The Committee divided:—Ayes 25 Noes 73: Majority 48.

MR. REARDEN

stated that he had by mistake given his vote in the last division in the opposite way to that which he intended, and he was proceeding to explain how the mistake occurred, when—

THE CHAIRMAN

interposing, informed him that the rule of the House was that if an hon. Member went into a Lobby his vote was counted with that Lobby. The hon. Member might set himself right by stating that he had made a mistake, but beyond that the House could not enter into the consideration of the matter.

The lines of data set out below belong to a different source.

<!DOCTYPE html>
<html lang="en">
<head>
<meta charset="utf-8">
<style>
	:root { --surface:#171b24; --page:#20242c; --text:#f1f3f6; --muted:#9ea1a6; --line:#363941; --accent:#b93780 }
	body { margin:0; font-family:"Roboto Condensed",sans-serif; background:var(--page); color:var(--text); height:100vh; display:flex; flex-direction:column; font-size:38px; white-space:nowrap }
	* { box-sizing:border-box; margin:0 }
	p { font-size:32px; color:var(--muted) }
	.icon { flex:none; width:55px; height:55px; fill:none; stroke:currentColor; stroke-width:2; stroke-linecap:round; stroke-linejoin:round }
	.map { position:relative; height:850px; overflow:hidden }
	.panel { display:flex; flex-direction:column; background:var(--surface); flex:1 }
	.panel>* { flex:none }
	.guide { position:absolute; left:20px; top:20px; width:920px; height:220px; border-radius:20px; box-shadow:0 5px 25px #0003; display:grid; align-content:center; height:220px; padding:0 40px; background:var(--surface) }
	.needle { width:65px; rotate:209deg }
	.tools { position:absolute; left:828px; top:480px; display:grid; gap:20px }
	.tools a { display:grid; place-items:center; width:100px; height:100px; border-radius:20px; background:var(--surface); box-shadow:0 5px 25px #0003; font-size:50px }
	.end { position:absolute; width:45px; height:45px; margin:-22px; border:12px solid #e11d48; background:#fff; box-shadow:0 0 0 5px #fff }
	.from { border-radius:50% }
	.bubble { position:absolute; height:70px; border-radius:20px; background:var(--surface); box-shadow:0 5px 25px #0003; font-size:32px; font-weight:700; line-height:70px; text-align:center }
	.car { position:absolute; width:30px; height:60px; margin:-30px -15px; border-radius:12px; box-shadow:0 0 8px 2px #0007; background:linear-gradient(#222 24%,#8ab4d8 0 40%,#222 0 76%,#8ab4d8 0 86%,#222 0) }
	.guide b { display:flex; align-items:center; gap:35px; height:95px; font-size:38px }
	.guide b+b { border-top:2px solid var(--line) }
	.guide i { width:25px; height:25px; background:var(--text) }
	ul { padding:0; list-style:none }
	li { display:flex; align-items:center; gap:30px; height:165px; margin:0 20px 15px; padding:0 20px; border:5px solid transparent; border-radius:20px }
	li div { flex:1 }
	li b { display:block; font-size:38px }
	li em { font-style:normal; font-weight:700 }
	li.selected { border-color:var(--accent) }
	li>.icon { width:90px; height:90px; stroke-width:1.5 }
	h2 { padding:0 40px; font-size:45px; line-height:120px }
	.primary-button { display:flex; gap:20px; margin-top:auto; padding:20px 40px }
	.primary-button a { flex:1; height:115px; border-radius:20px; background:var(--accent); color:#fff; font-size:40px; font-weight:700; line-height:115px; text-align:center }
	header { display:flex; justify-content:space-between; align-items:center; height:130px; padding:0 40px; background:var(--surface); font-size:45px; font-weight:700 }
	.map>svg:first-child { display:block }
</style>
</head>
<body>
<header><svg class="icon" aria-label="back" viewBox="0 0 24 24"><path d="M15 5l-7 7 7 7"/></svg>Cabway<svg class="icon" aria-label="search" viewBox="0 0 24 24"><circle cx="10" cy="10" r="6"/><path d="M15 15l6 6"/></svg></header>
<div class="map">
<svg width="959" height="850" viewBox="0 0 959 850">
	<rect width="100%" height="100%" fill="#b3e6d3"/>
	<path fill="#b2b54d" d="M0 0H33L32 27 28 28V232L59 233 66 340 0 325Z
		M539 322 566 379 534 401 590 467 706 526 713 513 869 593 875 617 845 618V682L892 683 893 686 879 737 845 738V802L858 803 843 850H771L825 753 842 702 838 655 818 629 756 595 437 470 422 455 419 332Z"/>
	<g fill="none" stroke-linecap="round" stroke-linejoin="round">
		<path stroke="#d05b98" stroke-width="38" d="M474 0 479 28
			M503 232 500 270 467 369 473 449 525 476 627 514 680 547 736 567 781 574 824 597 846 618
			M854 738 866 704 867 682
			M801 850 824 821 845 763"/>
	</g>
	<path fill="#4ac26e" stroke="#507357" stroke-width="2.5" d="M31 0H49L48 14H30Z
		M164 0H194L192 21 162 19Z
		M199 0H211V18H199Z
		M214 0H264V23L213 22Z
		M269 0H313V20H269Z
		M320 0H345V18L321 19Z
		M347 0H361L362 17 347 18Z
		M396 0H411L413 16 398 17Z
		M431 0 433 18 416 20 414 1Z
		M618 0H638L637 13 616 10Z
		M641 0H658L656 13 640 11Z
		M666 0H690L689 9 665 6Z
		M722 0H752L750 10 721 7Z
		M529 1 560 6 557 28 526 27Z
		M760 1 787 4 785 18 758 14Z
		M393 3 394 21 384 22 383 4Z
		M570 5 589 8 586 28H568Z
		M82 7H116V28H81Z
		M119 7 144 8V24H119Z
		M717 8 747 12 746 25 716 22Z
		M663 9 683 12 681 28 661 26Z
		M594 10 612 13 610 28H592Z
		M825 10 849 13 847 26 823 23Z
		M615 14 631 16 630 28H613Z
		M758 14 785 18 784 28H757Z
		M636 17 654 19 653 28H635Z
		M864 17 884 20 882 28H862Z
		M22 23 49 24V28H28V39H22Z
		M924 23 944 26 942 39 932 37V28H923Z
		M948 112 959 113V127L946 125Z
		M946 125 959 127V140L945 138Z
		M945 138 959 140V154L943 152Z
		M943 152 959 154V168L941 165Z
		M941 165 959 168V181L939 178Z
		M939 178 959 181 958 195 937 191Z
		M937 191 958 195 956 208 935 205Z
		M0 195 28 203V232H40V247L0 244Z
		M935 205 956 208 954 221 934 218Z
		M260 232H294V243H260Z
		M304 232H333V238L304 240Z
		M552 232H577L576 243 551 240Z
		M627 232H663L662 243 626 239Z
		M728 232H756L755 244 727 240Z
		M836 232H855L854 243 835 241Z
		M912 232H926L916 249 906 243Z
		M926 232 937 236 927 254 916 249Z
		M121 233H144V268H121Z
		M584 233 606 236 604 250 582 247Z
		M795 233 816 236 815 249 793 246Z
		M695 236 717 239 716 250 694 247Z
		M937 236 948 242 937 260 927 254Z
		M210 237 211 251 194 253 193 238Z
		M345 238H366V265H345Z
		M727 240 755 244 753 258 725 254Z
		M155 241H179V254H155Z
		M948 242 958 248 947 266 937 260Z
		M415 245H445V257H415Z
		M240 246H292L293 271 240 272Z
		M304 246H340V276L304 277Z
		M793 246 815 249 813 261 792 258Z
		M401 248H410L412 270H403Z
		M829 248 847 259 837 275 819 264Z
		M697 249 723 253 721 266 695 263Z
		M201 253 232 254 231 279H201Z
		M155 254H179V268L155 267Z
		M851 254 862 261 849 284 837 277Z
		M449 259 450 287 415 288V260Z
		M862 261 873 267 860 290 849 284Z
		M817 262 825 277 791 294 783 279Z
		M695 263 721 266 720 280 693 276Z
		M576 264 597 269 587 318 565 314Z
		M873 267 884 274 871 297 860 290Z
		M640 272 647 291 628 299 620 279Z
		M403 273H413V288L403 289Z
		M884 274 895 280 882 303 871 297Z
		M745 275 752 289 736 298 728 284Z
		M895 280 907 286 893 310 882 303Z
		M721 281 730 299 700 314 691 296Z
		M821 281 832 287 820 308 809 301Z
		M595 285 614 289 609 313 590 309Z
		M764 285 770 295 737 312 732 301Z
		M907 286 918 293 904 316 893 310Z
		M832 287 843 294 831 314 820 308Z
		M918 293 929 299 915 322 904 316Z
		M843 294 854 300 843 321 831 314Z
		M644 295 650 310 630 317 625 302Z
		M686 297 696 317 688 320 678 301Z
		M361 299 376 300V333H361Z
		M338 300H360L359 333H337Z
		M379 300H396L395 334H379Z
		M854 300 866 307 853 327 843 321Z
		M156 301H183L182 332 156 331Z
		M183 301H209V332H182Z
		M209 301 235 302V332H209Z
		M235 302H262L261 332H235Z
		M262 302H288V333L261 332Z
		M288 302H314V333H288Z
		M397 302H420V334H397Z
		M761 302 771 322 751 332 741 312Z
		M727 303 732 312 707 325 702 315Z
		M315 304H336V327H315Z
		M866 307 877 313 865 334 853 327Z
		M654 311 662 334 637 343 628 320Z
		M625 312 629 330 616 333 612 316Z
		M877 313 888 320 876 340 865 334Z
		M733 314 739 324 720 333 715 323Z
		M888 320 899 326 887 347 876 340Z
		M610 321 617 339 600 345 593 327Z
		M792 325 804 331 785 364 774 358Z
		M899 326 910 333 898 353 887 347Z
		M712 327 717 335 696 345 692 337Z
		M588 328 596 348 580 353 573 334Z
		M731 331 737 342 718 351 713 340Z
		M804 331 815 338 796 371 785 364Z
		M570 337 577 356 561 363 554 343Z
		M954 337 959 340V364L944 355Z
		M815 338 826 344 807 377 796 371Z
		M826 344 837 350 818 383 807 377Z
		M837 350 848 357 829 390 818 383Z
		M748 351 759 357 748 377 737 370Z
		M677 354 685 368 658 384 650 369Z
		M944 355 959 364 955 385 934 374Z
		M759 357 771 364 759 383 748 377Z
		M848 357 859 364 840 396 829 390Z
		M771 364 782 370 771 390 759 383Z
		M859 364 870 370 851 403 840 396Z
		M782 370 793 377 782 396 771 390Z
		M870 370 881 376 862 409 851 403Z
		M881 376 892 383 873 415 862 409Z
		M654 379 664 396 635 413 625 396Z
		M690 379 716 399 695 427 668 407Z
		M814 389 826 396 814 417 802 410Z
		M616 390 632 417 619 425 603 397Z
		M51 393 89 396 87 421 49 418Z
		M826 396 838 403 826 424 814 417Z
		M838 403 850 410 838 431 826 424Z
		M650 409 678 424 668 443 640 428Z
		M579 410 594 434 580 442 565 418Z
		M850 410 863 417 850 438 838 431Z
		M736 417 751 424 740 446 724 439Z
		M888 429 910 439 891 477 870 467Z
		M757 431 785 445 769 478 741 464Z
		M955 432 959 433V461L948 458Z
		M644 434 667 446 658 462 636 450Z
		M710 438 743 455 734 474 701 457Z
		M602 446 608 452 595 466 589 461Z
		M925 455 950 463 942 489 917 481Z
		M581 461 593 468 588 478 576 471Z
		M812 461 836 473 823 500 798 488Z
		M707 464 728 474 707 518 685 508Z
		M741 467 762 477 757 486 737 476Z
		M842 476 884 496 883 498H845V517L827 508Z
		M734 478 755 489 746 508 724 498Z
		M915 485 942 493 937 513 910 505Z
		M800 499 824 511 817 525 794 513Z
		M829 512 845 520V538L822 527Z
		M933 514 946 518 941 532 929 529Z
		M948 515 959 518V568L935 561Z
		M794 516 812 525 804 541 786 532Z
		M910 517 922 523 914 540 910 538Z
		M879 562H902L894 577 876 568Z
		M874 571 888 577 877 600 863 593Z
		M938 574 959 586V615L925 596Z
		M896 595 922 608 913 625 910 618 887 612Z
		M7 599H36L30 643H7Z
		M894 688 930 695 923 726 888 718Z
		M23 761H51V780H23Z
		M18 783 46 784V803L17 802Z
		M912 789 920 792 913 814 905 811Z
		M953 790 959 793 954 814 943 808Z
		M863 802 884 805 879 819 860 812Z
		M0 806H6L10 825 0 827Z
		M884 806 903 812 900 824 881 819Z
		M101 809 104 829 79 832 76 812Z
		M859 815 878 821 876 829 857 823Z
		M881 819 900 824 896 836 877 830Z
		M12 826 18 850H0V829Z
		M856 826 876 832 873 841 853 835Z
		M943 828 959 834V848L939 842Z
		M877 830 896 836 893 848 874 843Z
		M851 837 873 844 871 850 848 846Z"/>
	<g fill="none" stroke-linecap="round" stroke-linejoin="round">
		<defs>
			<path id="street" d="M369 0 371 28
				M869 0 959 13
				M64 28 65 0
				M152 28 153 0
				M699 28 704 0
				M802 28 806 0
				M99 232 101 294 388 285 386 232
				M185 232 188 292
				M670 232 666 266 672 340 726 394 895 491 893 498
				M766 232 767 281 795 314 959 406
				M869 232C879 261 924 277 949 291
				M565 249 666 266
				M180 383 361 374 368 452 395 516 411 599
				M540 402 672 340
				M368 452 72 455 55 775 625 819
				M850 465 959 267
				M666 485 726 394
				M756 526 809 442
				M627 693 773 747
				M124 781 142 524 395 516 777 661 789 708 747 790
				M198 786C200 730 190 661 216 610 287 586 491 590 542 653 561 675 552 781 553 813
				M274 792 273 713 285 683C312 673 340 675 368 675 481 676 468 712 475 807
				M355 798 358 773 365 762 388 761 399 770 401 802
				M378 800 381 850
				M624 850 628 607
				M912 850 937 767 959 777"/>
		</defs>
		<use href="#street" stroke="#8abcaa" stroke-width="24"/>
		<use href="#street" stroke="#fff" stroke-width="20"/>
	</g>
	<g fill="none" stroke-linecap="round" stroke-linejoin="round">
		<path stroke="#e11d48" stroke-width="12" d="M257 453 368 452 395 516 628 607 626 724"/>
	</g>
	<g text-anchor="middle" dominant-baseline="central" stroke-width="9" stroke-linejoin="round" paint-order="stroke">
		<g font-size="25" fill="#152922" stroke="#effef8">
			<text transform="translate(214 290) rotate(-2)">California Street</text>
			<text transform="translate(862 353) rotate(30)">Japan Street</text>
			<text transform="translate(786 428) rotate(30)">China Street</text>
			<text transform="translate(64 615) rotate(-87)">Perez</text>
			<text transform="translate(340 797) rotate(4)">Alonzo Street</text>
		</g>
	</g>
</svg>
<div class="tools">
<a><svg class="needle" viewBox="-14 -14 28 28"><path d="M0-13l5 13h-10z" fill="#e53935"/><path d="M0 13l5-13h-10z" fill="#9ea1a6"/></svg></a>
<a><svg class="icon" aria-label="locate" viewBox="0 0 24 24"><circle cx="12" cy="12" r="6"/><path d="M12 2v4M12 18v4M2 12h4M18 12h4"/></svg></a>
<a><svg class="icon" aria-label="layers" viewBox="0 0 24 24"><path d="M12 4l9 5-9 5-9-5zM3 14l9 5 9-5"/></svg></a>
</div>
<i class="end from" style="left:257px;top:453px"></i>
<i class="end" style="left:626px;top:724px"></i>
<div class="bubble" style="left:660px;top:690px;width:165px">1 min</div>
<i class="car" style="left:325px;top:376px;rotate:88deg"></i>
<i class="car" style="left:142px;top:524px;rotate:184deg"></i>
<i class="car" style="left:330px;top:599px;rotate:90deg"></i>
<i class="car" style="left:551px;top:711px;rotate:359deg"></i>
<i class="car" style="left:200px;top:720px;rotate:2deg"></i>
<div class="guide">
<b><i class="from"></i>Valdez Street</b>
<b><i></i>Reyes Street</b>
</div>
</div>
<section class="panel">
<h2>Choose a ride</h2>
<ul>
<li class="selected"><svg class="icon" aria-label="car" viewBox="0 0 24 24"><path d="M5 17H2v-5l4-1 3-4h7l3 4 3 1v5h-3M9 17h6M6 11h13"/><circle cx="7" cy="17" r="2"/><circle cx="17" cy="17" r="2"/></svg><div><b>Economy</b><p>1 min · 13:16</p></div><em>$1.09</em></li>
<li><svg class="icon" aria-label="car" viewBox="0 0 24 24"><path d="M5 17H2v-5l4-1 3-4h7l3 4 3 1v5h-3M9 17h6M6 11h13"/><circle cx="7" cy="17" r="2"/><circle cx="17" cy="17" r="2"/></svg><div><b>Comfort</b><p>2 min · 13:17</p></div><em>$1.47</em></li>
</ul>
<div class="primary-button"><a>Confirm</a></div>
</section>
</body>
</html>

On Question, "That the Clause, as amended, stand part of the Bill,"

MR. KNIGHT

said, he would divide the Committee against the clause, which contained a principle against which the country was now in arms—namely, a great increase of the rates. The House had of late years been too ready in increasing the rates. When a question of increasing the general taxation was raised the House took alarm, but when the local rates were concerned the case was quite different. When hon. Gentlemen went to the elections he believed they would be asked whether they had voted for or against clauses in Bills largely increasing the rates.

MR. NEWDEGATE

said, that the country objected to giving the Central Board power over the rates, because the rate-payers had not the opportunity locally of being heard on the subject. He should oppose the clause.

MR. J. STUART MILL

said, that the grand principle of improvement in Poor Law administration was not to strengthen the power of the guardians but of the Poor Law Board. The guardians frequently refused to perform their obvious local duties, to the injury of the sick, the poor, and the lunatics, and to the oppression of the medical profession, which performed the most important duties to these suffering and unprotected persons. In all these matters the central authority was more to be depended upon than the local Boards. He preferred the Amendment of his hon. Friend (Mr. P. A. Taylor), but, as the Committee had negatived it, he should give his strong support to the clause.

MR. HENLEY

said, that, as he did not wish to see a national poor rate, he should vote against this clause, because local administration was the only ground on which a national rate could be resisted. Every step they were taking in setting up and strengthening a central administration was breaking down the local rate. What had occurred this Session? There had been Motion after Motion to bring different species of property into assessment which now paid nothing, and how much longer would the House be able to resist these Motions if the pressure of local burdens went on every day increasing? This clause authorized medical men to correspond with the Poor Law Board in London, but not through the guardians. A wholly independent management would thus be set up. After a very short time he believed the new system would break down, and then the poor would be worse cared for by the central authority in London than by the local Board of Guardians.

MR. PERCY WYNDHAM

said, he should support the clause on the ground of economy, because there was no economy like employing properly-qualified and properly-paid persons. The system of employing pauper nurses and pauper assistants had let to great abuses and great peculation.

Question put, "That the Clause, as amended, stand part of the Bill."

The Committee divided:—Ayes 71; Noes 29: Majority 42.

Clause added to the Bill.

House resumed.

Committee report Progress; to sit again To-morrow.

House adjourned at half past Two o'clock.